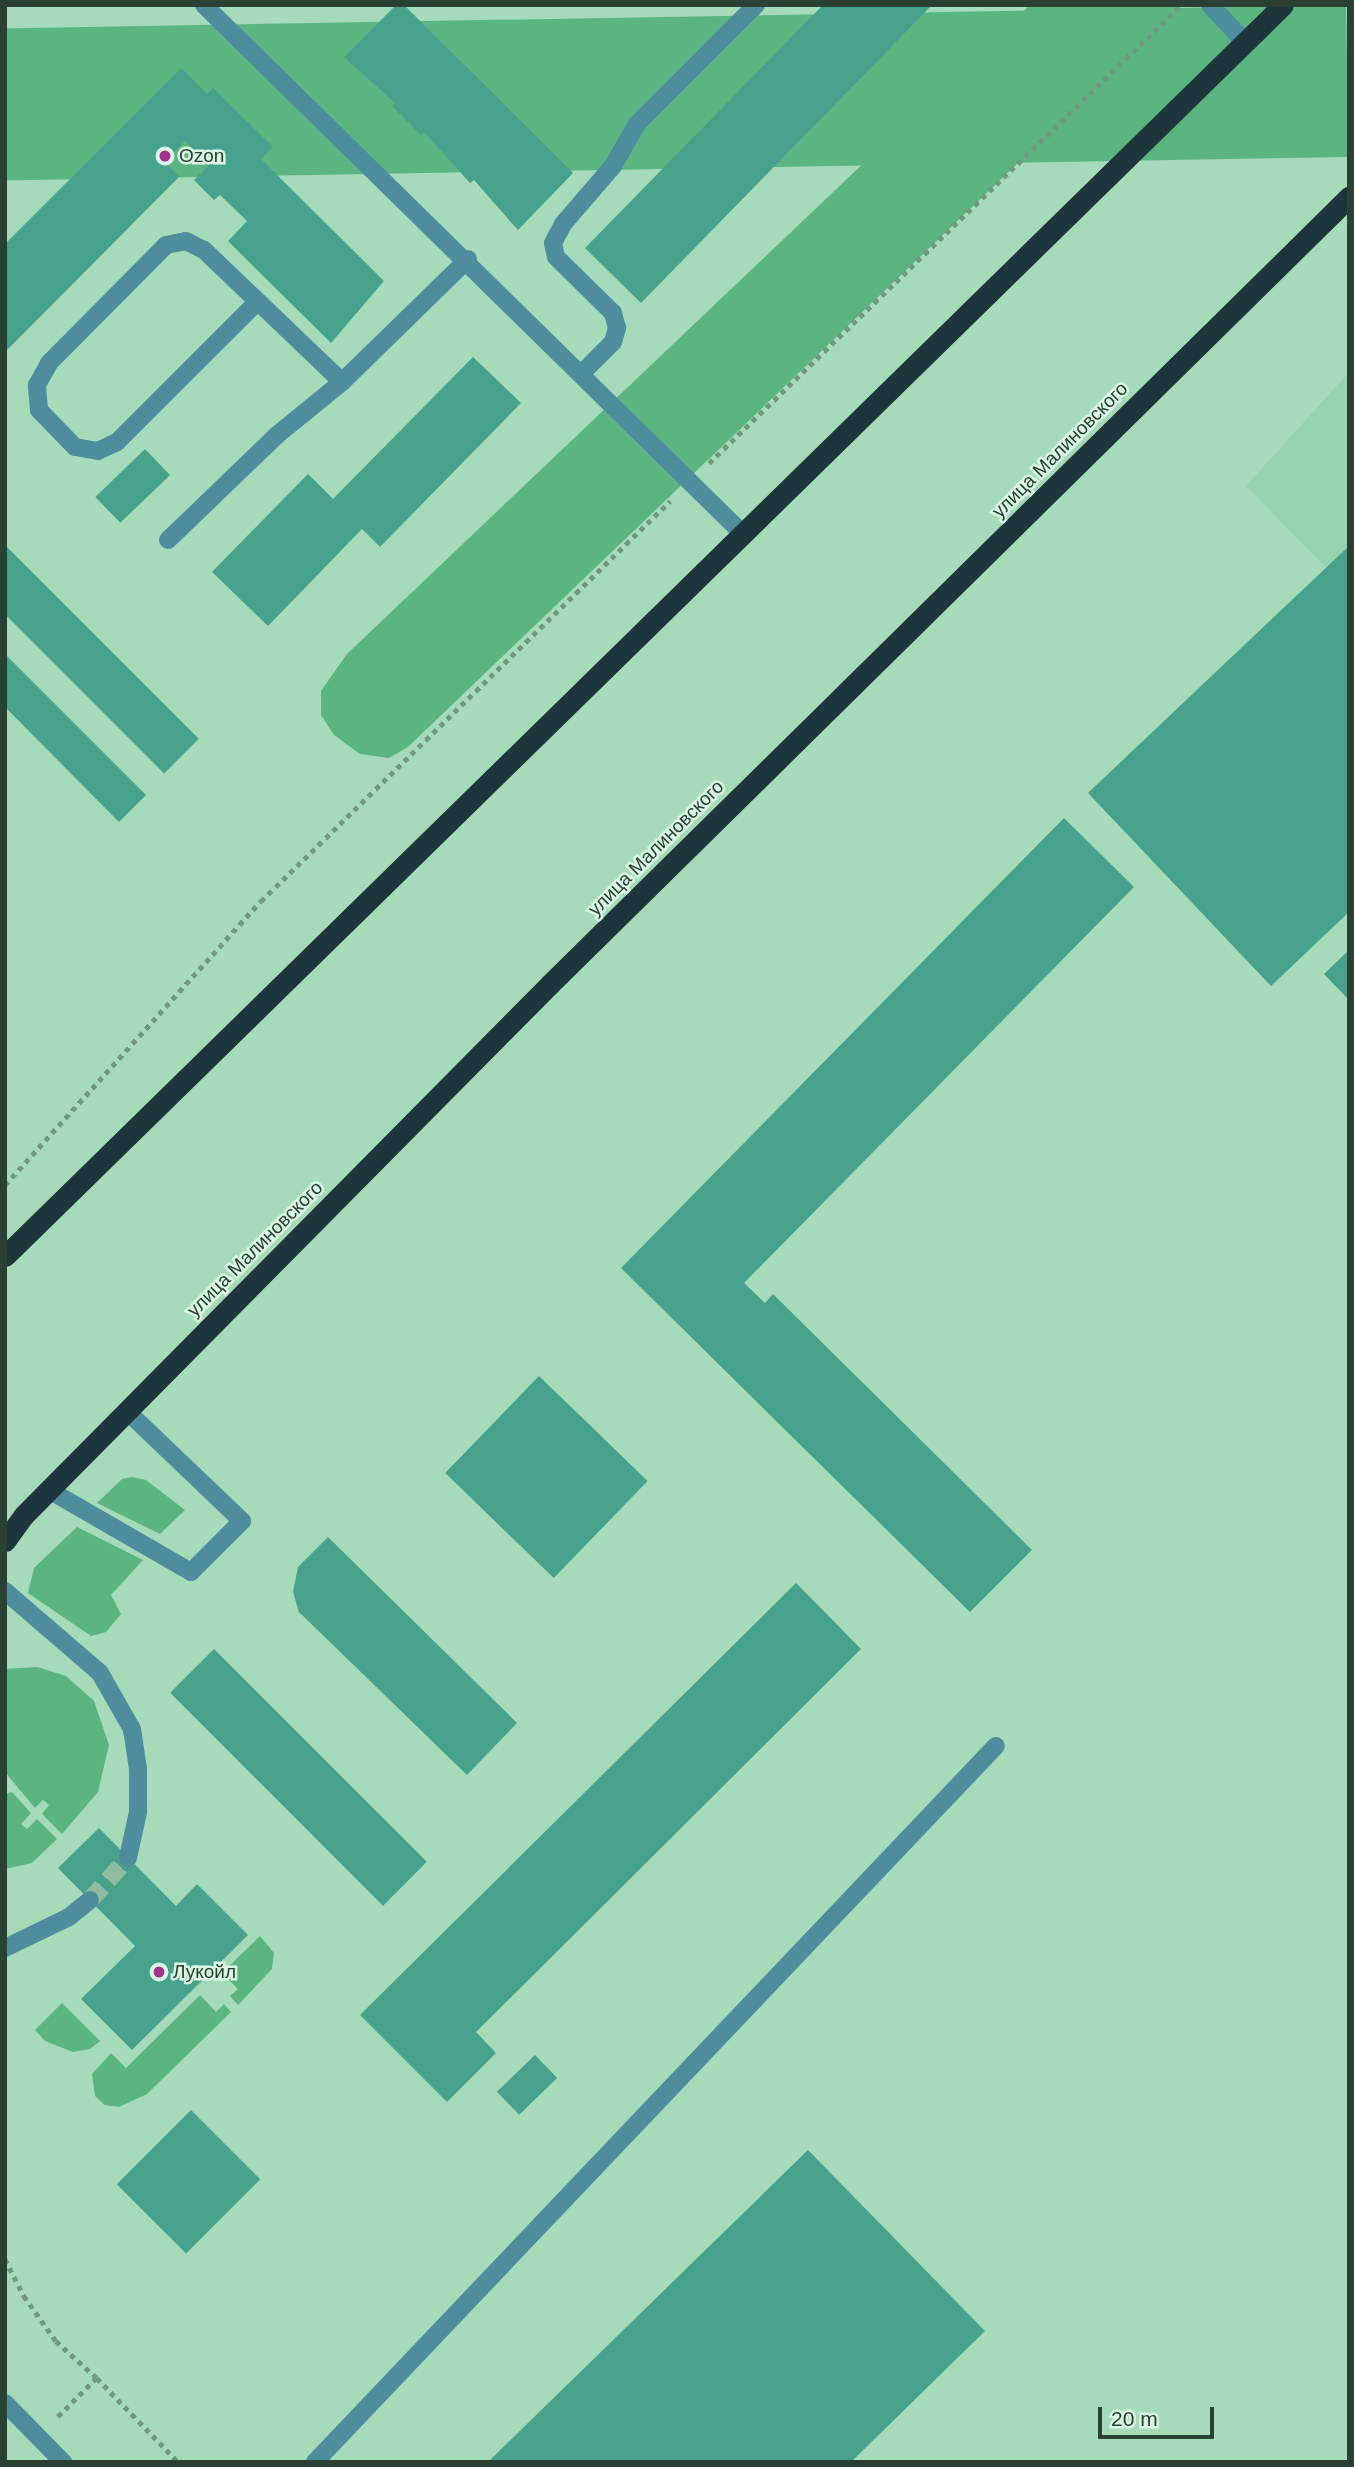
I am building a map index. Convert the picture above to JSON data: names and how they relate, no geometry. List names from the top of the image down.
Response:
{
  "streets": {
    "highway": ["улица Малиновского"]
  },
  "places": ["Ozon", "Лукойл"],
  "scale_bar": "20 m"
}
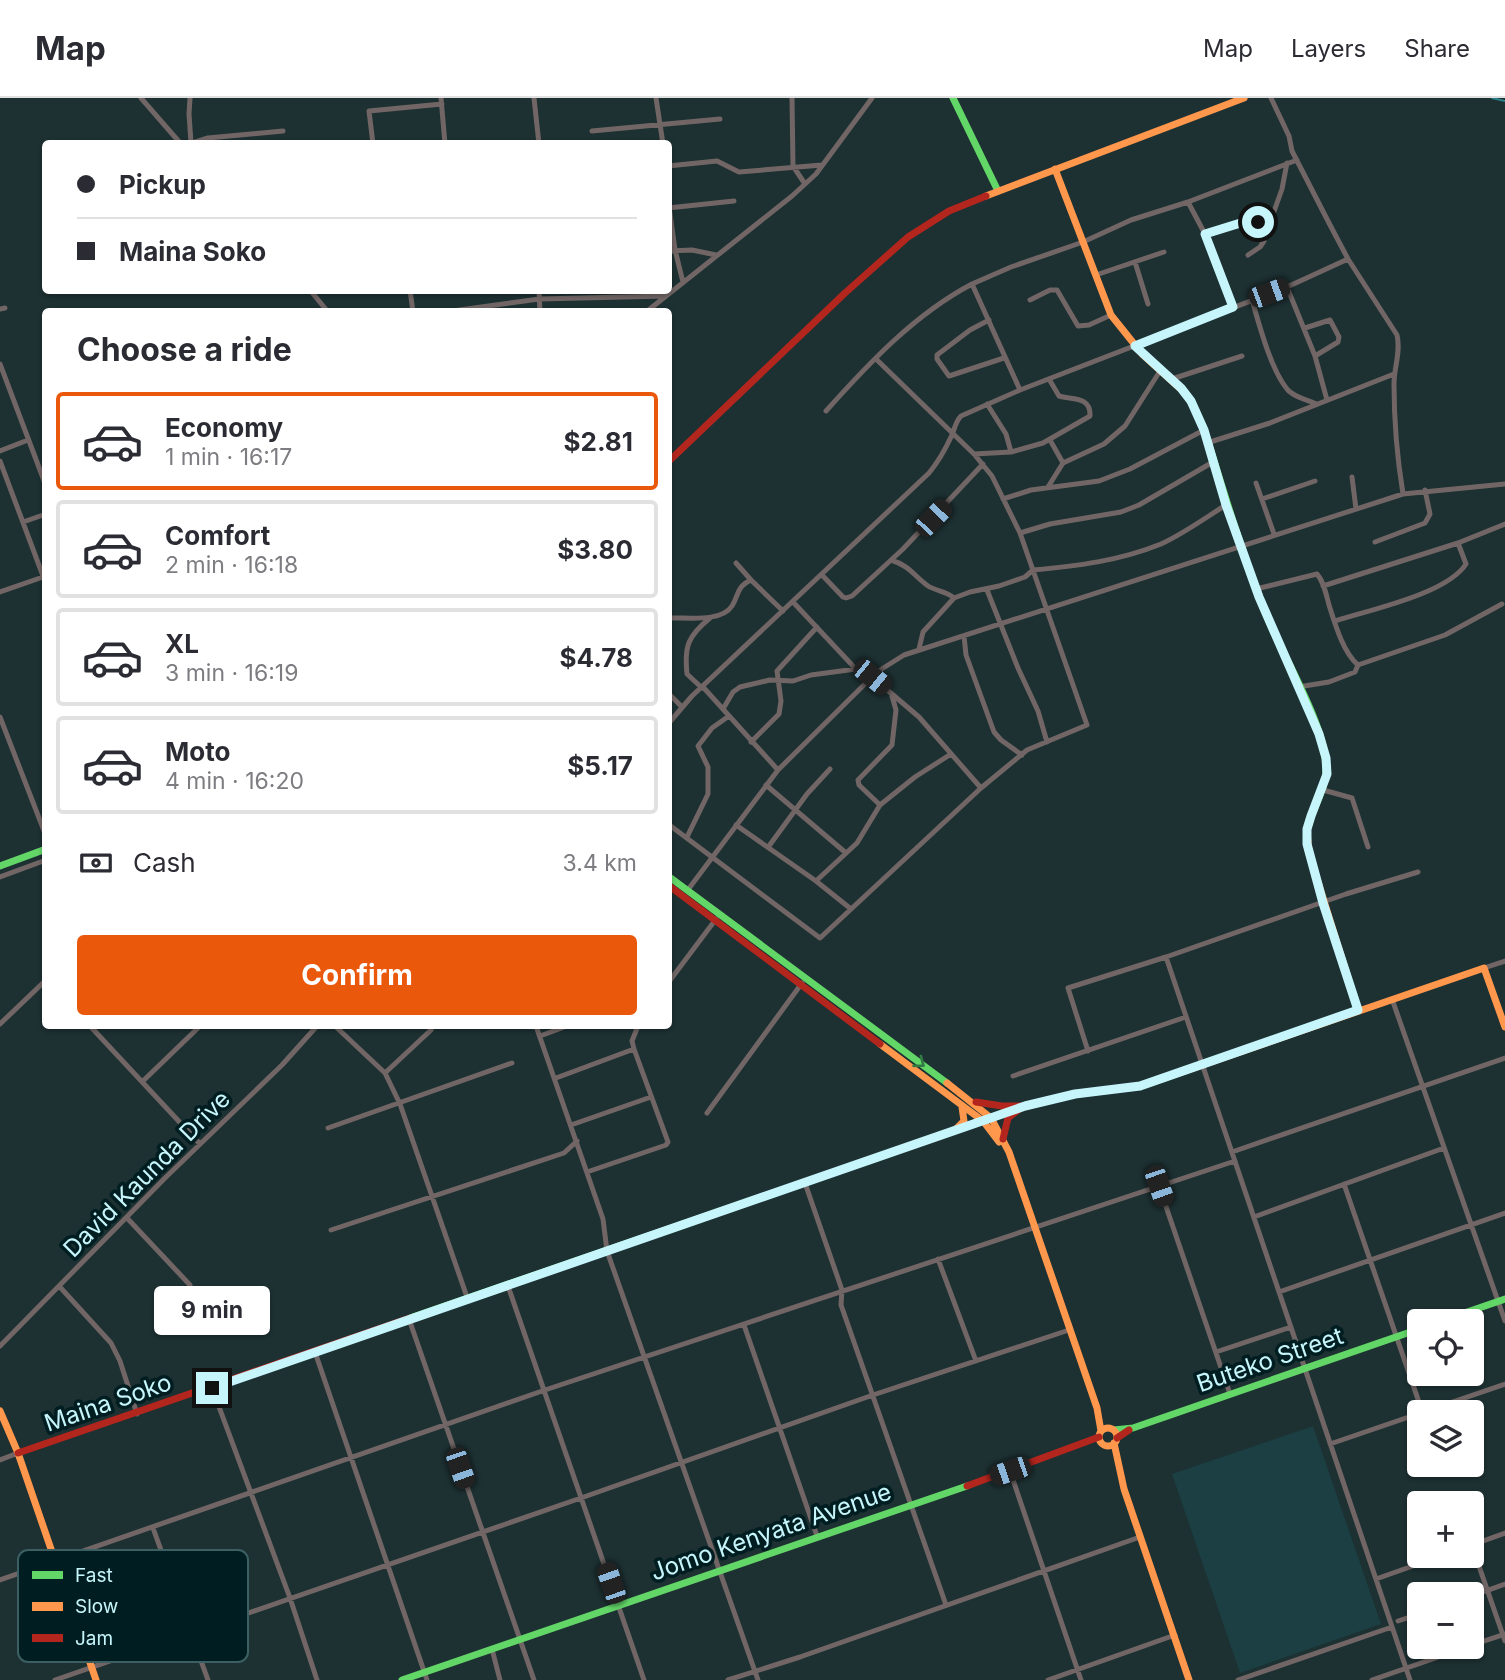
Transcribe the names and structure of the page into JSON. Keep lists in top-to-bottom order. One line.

- - -

**Exercise requirements**
A word-for-word copy of all the data, without pictures, is the expected output.

**Exercise output**
I am building a map index. Convert the picture above to JSON data: names and how they relate, no geometry. List names from the top of the image down.
Response:
{
  "streets": {
    "highway": ["улица Малиновского"]
  },
  "places": ["Ozon", "Лукойл"],
  "scale_bar": "20 m"
}
Transcribe the names and structure of the page into JSON. Keep lists in top-to-bottom order. One line.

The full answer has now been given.